Stored data entries:
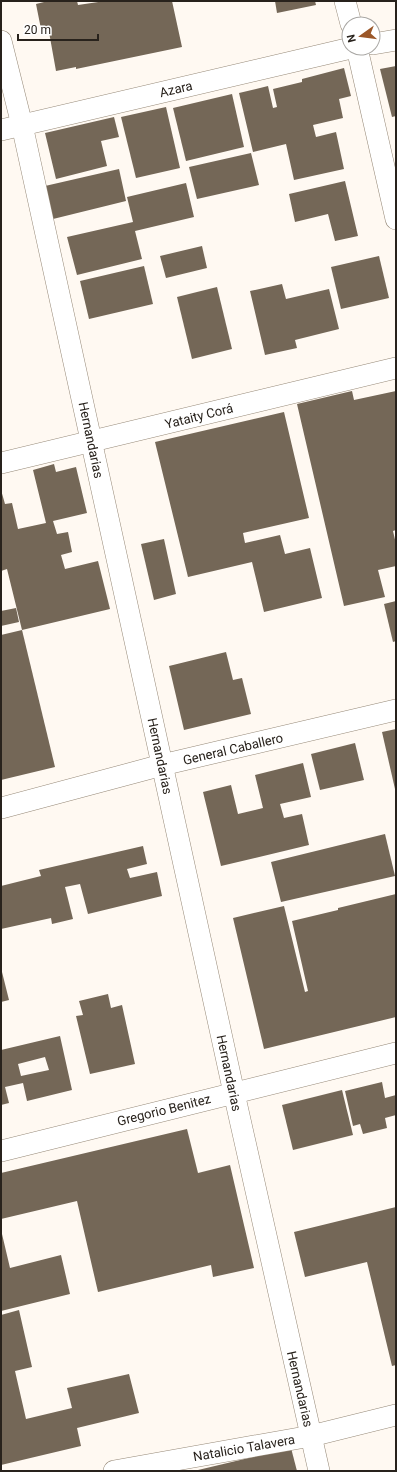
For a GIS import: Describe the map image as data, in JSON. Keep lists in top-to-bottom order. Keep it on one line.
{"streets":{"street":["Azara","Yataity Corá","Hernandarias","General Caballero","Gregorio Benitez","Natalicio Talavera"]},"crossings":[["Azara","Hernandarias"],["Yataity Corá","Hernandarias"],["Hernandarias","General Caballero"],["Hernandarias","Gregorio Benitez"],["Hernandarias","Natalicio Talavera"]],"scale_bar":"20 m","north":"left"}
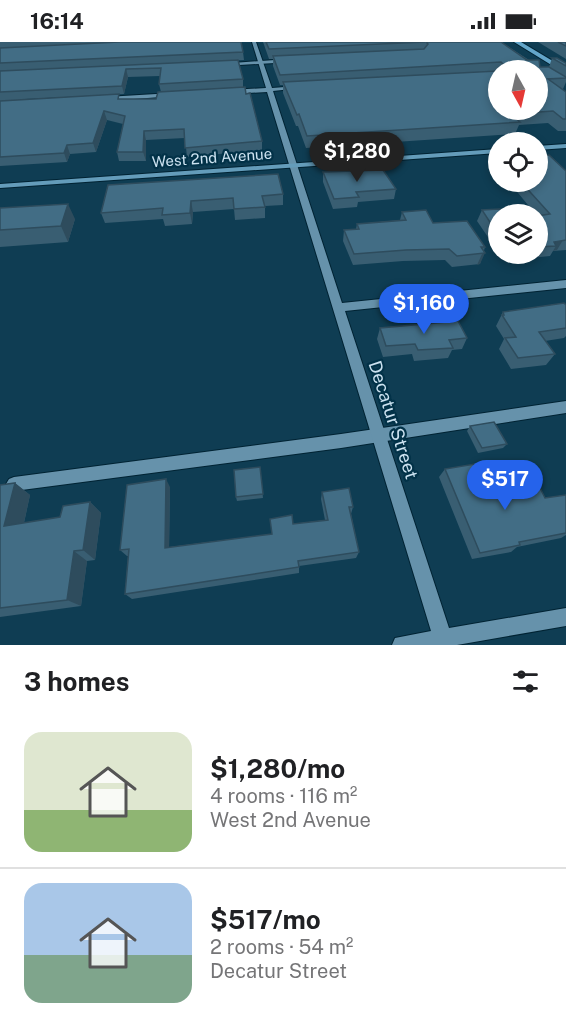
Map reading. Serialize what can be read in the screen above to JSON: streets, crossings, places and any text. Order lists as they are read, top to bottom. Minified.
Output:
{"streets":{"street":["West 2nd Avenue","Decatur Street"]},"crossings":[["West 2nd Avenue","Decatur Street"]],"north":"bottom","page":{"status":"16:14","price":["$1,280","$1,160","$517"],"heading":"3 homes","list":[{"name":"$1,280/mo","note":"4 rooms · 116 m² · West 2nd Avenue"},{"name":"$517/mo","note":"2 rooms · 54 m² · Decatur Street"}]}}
--
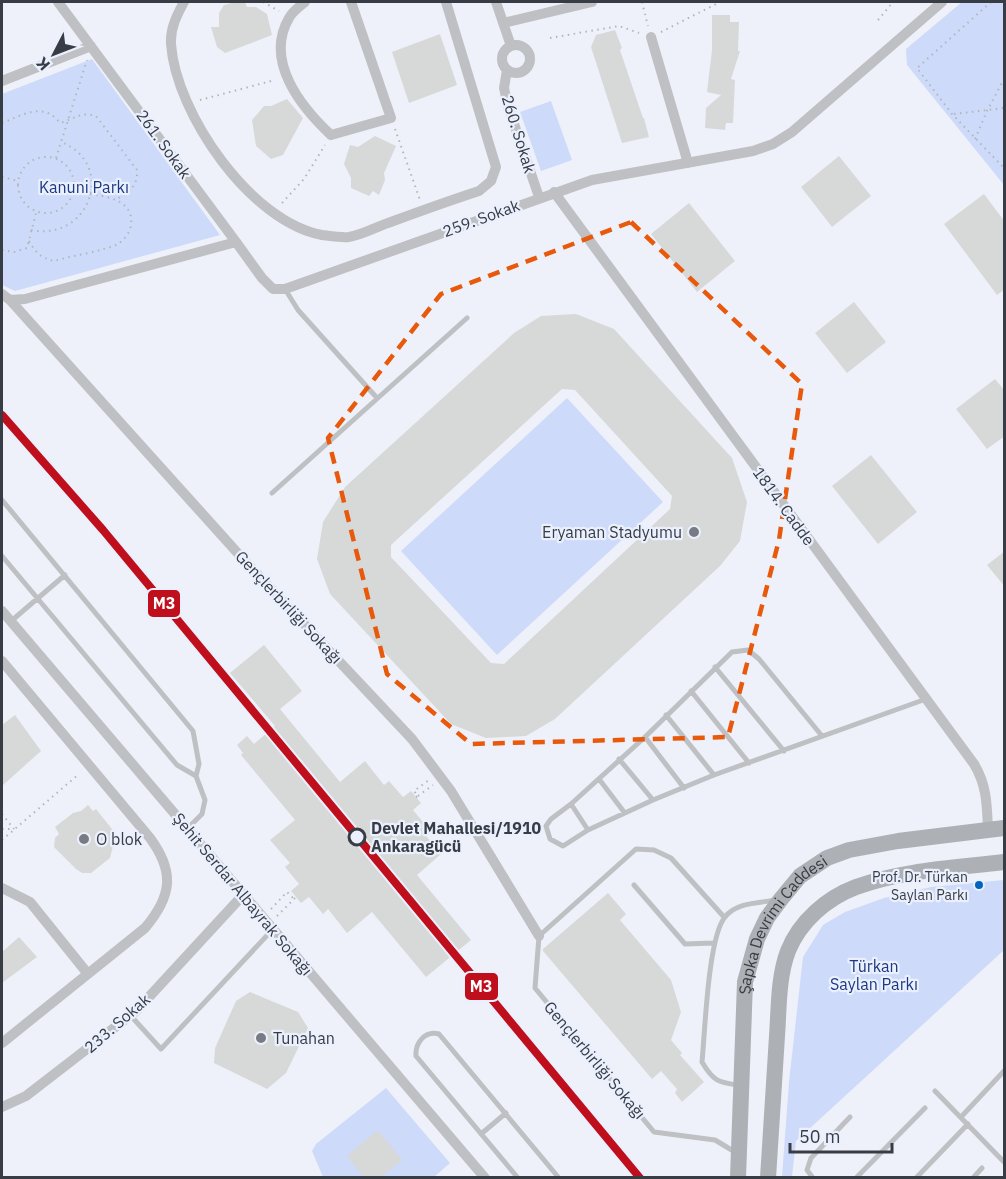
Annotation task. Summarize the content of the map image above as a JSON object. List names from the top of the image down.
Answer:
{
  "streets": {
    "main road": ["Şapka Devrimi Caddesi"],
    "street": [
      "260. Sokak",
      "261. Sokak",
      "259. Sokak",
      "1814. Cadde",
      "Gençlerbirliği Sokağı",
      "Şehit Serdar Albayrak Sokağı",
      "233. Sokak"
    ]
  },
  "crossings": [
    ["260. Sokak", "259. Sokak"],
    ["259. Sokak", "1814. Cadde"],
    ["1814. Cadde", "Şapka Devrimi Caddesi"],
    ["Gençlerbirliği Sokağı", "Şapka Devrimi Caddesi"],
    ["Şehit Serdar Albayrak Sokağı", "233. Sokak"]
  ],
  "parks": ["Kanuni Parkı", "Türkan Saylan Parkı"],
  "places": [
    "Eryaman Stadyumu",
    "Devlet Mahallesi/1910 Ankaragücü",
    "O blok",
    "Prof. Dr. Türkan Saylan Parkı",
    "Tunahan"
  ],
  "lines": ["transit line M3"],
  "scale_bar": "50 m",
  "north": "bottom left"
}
---
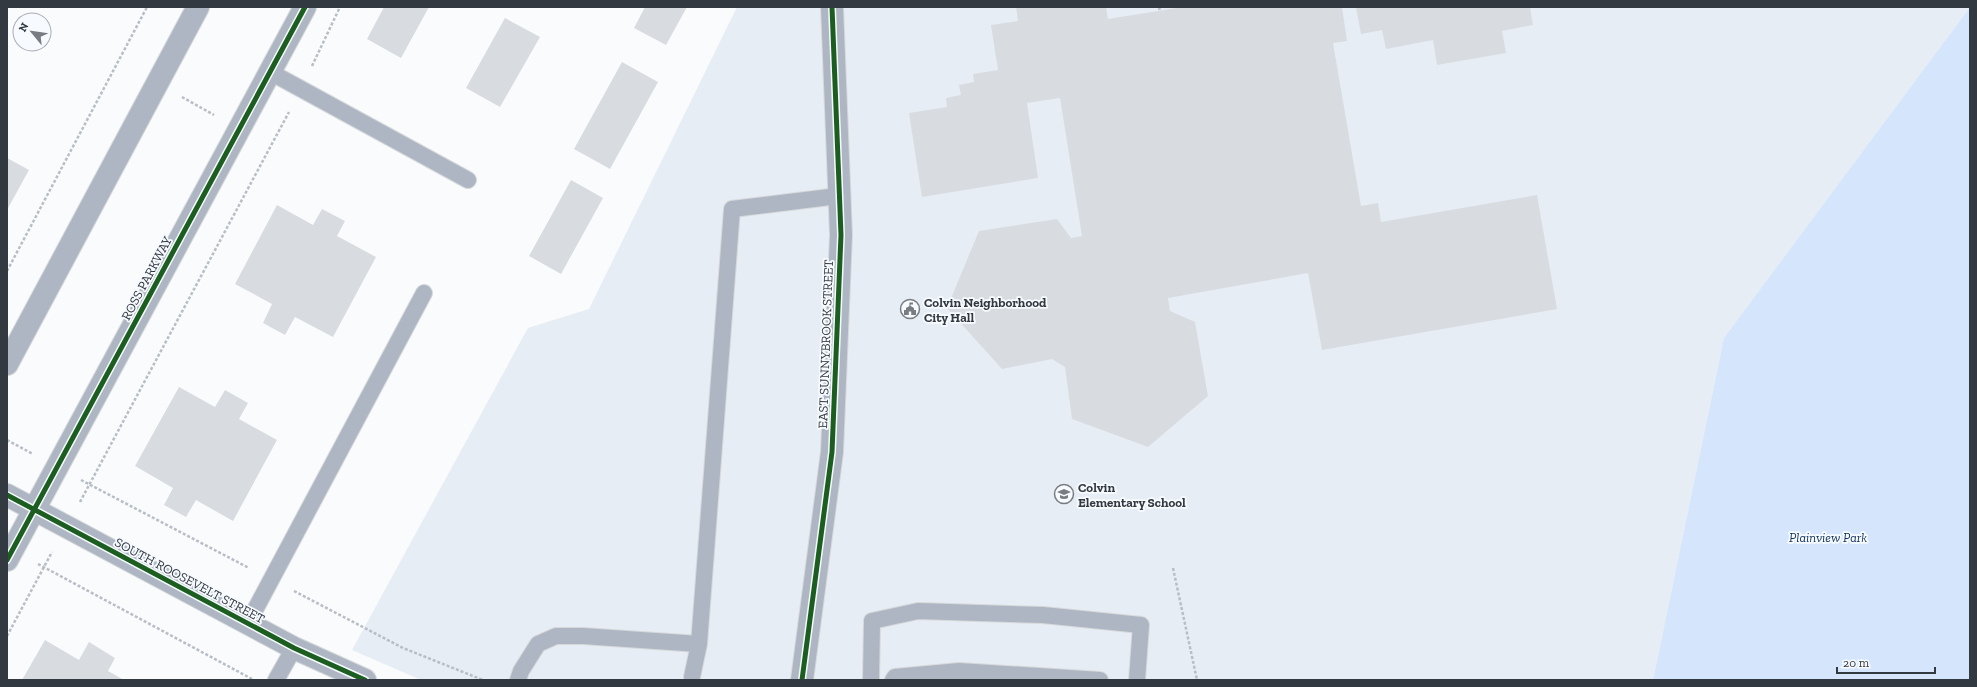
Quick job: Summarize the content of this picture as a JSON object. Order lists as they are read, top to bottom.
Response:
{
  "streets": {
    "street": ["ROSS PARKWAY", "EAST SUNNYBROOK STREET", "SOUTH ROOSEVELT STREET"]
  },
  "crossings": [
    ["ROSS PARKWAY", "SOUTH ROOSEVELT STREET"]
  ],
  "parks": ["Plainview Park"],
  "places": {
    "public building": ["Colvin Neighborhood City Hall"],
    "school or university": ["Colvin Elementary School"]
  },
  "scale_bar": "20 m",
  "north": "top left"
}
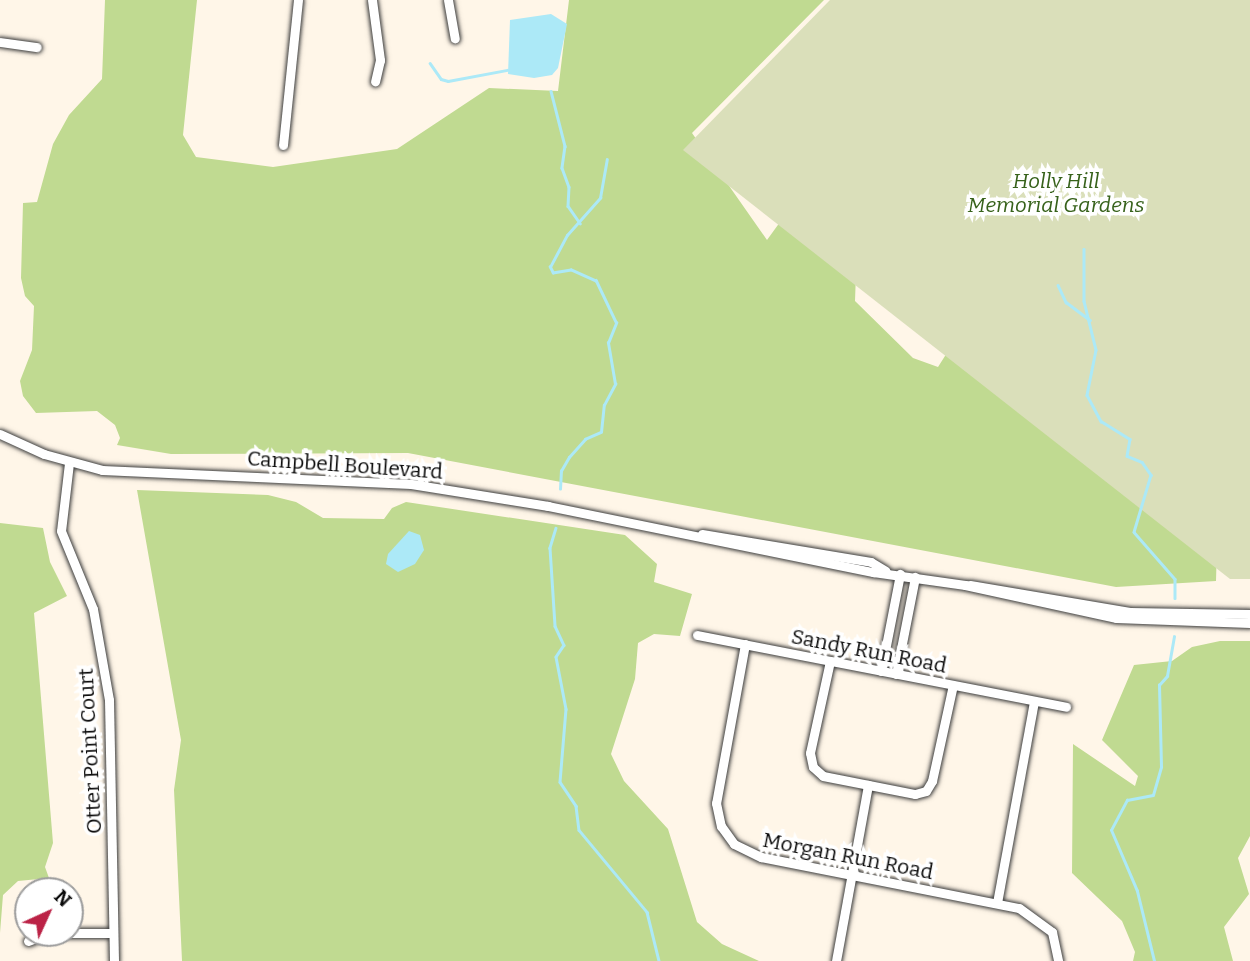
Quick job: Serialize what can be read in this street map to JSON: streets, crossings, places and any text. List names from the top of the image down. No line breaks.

### PROBLEM
Pull every line containing "down" from the data.

### EXPECTED ANSWER
Annotation task. Summarize the content of the map image above as a JSON object. List names from the top of the image down.
Quick job: Serialize what can be read in this street map to JSON: streets, crossings, places and any text. List names from the top of the image down. No line breaks.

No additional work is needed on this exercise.